WORK ORDER ▸ Your task is to output the entries below word for word.

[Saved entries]
------------------------------------
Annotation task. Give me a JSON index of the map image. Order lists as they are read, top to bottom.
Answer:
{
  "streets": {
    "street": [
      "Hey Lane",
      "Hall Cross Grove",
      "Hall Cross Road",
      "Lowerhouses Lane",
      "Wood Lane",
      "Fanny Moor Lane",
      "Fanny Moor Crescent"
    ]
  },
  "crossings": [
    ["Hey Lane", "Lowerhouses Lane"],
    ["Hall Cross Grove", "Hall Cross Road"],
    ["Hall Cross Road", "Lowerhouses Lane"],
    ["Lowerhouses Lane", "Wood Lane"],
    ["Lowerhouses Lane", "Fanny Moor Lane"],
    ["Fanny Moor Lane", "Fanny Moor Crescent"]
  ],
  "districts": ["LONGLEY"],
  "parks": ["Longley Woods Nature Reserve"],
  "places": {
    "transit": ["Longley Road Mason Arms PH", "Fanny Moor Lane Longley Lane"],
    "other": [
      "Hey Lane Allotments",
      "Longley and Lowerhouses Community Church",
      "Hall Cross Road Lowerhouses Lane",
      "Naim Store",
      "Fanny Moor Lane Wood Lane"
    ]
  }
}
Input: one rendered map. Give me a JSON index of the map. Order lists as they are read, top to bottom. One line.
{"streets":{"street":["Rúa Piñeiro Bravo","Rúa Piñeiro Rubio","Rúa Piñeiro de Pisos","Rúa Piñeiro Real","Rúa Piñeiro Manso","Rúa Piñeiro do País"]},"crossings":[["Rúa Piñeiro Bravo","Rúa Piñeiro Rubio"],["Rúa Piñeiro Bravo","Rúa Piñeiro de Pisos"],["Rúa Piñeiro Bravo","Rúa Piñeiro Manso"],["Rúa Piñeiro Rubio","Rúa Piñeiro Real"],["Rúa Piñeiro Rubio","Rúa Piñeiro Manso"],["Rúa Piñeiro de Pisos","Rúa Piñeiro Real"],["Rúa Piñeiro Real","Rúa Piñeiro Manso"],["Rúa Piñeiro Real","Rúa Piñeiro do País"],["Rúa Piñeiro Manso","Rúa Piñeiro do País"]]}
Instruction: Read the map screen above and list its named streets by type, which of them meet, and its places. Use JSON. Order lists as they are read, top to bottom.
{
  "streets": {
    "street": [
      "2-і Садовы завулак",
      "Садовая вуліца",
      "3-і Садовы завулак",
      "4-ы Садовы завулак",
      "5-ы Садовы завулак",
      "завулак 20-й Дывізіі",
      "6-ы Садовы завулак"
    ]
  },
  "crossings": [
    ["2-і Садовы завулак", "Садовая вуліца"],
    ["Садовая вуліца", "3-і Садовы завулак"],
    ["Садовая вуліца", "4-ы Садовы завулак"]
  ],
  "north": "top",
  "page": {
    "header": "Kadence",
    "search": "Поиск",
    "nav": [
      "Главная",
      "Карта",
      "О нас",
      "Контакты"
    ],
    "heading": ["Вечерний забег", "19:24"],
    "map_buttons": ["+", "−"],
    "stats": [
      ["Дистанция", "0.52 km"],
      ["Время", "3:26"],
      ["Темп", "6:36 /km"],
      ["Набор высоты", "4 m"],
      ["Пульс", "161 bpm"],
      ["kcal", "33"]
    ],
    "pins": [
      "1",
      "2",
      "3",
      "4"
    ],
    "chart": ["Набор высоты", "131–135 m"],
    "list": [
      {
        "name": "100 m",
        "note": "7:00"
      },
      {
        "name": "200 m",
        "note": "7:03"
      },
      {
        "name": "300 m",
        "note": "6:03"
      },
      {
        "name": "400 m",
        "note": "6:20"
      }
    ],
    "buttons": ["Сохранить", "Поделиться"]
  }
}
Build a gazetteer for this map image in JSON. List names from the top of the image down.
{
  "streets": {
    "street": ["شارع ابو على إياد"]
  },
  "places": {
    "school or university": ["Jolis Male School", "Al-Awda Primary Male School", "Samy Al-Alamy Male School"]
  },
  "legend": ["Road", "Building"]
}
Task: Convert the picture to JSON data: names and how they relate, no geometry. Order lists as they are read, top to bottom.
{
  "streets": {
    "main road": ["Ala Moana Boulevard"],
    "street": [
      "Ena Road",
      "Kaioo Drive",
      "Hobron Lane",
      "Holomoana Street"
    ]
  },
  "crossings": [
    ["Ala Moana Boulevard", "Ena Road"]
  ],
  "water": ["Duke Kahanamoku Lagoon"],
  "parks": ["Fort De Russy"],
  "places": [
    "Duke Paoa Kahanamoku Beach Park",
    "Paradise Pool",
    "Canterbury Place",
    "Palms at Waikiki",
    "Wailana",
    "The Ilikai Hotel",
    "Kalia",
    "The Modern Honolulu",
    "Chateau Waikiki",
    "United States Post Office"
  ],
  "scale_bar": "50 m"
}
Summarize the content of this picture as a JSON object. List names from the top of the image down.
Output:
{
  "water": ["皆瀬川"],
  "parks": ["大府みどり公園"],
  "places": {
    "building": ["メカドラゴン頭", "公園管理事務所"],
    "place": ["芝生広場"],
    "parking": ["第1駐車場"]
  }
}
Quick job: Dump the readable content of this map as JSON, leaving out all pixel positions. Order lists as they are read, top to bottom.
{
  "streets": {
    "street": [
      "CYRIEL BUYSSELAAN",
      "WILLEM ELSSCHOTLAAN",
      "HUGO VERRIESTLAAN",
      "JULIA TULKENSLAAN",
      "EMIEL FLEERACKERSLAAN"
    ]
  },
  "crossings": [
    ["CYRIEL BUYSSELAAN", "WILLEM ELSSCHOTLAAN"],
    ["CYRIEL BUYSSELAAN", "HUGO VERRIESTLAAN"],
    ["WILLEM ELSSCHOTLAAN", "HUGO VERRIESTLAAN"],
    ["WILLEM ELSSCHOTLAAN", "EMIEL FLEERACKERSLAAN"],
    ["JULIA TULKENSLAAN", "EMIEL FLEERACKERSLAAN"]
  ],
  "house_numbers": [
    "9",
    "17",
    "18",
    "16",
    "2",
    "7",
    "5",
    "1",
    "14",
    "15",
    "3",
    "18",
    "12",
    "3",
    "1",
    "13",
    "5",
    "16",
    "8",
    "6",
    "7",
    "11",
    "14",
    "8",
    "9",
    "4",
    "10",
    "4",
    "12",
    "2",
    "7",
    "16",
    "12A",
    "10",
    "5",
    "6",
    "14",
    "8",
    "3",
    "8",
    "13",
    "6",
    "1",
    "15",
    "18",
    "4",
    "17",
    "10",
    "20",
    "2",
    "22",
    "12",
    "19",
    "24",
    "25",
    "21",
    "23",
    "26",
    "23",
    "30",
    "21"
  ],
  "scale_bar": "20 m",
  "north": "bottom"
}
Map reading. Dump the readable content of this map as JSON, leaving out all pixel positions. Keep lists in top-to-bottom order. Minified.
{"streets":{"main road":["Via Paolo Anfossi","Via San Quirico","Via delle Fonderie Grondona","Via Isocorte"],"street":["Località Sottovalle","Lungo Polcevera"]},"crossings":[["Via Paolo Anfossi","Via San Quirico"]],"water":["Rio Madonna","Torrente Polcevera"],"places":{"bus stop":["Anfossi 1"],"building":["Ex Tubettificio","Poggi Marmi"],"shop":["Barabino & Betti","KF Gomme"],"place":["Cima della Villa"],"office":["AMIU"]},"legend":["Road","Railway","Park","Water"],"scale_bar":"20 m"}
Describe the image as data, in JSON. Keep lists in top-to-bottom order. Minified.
------------------------------------
RESULT OF THE TASK ▸
Annotation task. Give me a JSON index of the map image. Order lists as they are read, top to bottom.
Answer:
{
  "streets": {
    "street": [
      "Hey Lane",
      "Hall Cross Grove",
      "Hall Cross Road",
      "Lowerhouses Lane",
      "Wood Lane",
      "Fanny Moor Lane",
      "Fanny Moor Crescent"
    ]
  },
  "crossings": [
    ["Hey Lane", "Lowerhouses Lane"],
    ["Hall Cross Grove", "Hall Cross Road"],
    ["Hall Cross Road", "Lowerhouses Lane"],
    ["Lowerhouses Lane", "Wood Lane"],
    ["Lowerhouses Lane", "Fanny Moor Lane"],
    ["Fanny Moor Lane", "Fanny Moor Crescent"]
  ],
  "districts": ["LONGLEY"],
  "parks": ["Longley Woods Nature Reserve"],
  "places": {
    "transit": ["Longley Road Mason Arms PH", "Fanny Moor Lane Longley Lane"],
    "other": [
      "Hey Lane Allotments",
      "Longley and Lowerhouses Community Church",
      "Hall Cross Road Lowerhouses Lane",
      "Naim Store",
      "Fanny Moor Lane Wood Lane"
    ]
  }
}
Input: one rendered map. Give me a JSON index of the map. Order lists as they are read, top to bottom. One line.
{"streets":{"street":["Rúa Piñeiro Bravo","Rúa Piñeiro Rubio","Rúa Piñeiro de Pisos","Rúa Piñeiro Real","Rúa Piñeiro Manso","Rúa Piñeiro do País"]},"crossings":[["Rúa Piñeiro Bravo","Rúa Piñeiro Rubio"],["Rúa Piñeiro Bravo","Rúa Piñeiro de Pisos"],["Rúa Piñeiro Bravo","Rúa Piñeiro Manso"],["Rúa Piñeiro Rubio","Rúa Piñeiro Real"],["Rúa Piñeiro Rubio","Rúa Piñeiro Manso"],["Rúa Piñeiro de Pisos","Rúa Piñeiro Real"],["Rúa Piñeiro Real","Rúa Piñeiro Manso"],["Rúa Piñeiro Real","Rúa Piñeiro do País"],["Rúa Piñeiro Manso","Rúa Piñeiro do País"]]}
Instruction: Read the map screen above and list its named streets by type, which of them meet, and its places. Use JSON. Order lists as they are read, top to bottom.
{
  "streets": {
    "street": [
      "2-і Садовы завулак",
      "Садовая вуліца",
      "3-і Садовы завулак",
      "4-ы Садовы завулак",
      "5-ы Садовы завулак",
      "завулак 20-й Дывізіі",
      "6-ы Садовы завулак"
    ]
  },
  "crossings": [
    ["2-і Садовы завулак", "Садовая вуліца"],
    ["Садовая вуліца", "3-і Садовы завулак"],
    ["Садовая вуліца", "4-ы Садовы завулак"]
  ],
  "north": "top",
  "page": {
    "header": "Kadence",
    "search": "Поиск",
    "nav": [
      "Главная",
      "Карта",
      "О нас",
      "Контакты"
    ],
    "heading": ["Вечерний забег", "19:24"],
    "map_buttons": ["+", "−"],
    "stats": [
      ["Дистанция", "0.52 km"],
      ["Время", "3:26"],
      ["Темп", "6:36 /km"],
      ["Набор высоты", "4 m"],
      ["Пульс", "161 bpm"],
      ["kcal", "33"]
    ],
    "pins": [
      "1",
      "2",
      "3",
      "4"
    ],
    "chart": ["Набор высоты", "131–135 m"],
    "list": [
      {
        "name": "100 m",
        "note": "7:00"
      },
      {
        "name": "200 m",
        "note": "7:03"
      },
      {
        "name": "300 m",
        "note": "6:03"
      },
      {
        "name": "400 m",
        "note": "6:20"
      }
    ],
    "buttons": ["Сохранить", "Поделиться"]
  }
}
Build a gazetteer for this map image in JSON. List names from the top of the image down.
{
  "streets": {
    "street": ["شارع ابو على إياد"]
  },
  "places": {
    "school or university": ["Jolis Male School", "Al-Awda Primary Male School", "Samy Al-Alamy Male School"]
  },
  "legend": ["Road", "Building"]
}
Task: Convert the picture to JSON data: names and how they relate, no geometry. Order lists as they are read, top to bottom.
{
  "streets": {
    "main road": ["Ala Moana Boulevard"],
    "street": [
      "Ena Road",
      "Kaioo Drive",
      "Hobron Lane",
      "Holomoana Street"
    ]
  },
  "crossings": [
    ["Ala Moana Boulevard", "Ena Road"]
  ],
  "water": ["Duke Kahanamoku Lagoon"],
  "parks": ["Fort De Russy"],
  "places": [
    "Duke Paoa Kahanamoku Beach Park",
    "Paradise Pool",
    "Canterbury Place",
    "Palms at Waikiki",
    "Wailana",
    "The Ilikai Hotel",
    "Kalia",
    "The Modern Honolulu",
    "Chateau Waikiki",
    "United States Post Office"
  ],
  "scale_bar": "50 m"
}
Summarize the content of this picture as a JSON object. List names from the top of the image down.
Output:
{
  "water": ["皆瀬川"],
  "parks": ["大府みどり公園"],
  "places": {
    "building": ["メカドラゴン頭", "公園管理事務所"],
    "place": ["芝生広場"],
    "parking": ["第1駐車場"]
  }
}
Quick job: Dump the readable content of this map as JSON, leaving out all pixel positions. Order lists as they are read, top to bottom.
{
  "streets": {
    "street": [
      "CYRIEL BUYSSELAAN",
      "WILLEM ELSSCHOTLAAN",
      "HUGO VERRIESTLAAN",
      "JULIA TULKENSLAAN",
      "EMIEL FLEERACKERSLAAN"
    ]
  },
  "crossings": [
    ["CYRIEL BUYSSELAAN", "WILLEM ELSSCHOTLAAN"],
    ["CYRIEL BUYSSELAAN", "HUGO VERRIESTLAAN"],
    ["WILLEM ELSSCHOTLAAN", "HUGO VERRIESTLAAN"],
    ["WILLEM ELSSCHOTLAAN", "EMIEL FLEERACKERSLAAN"],
    ["JULIA TULKENSLAAN", "EMIEL FLEERACKERSLAAN"]
  ],
  "house_numbers": [
    "9",
    "17",
    "18",
    "16",
    "2",
    "7",
    "5",
    "1",
    "14",
    "15",
    "3",
    "18",
    "12",
    "3",
    "1",
    "13",
    "5",
    "16",
    "8",
    "6",
    "7",
    "11",
    "14",
    "8",
    "9",
    "4",
    "10",
    "4",
    "12",
    "2",
    "7",
    "16",
    "12A",
    "10",
    "5",
    "6",
    "14",
    "8",
    "3",
    "8",
    "13",
    "6",
    "1",
    "15",
    "18",
    "4",
    "17",
    "10",
    "20",
    "2",
    "22",
    "12",
    "19",
    "24",
    "25",
    "21",
    "23",
    "26",
    "23",
    "30",
    "21"
  ],
  "scale_bar": "20 m",
  "north": "bottom"
}
Map reading. Dump the readable content of this map as JSON, leaving out all pixel positions. Keep lists in top-to-bottom order. Minified.
{"streets":{"main road":["Via Paolo Anfossi","Via San Quirico","Via delle Fonderie Grondona","Via Isocorte"],"street":["Località Sottovalle","Lungo Polcevera"]},"crossings":[["Via Paolo Anfossi","Via San Quirico"]],"water":["Rio Madonna","Torrente Polcevera"],"places":{"bus stop":["Anfossi 1"],"building":["Ex Tubettificio","Poggi Marmi"],"shop":["Barabino & Betti","KF Gomme"],"place":["Cima della Villa"],"office":["AMIU"]},"legend":["Road","Railway","Park","Water"],"scale_bar":"20 m"}
Describe the image as data, in JSON. Keep lists in top-to-bottom order. Minified.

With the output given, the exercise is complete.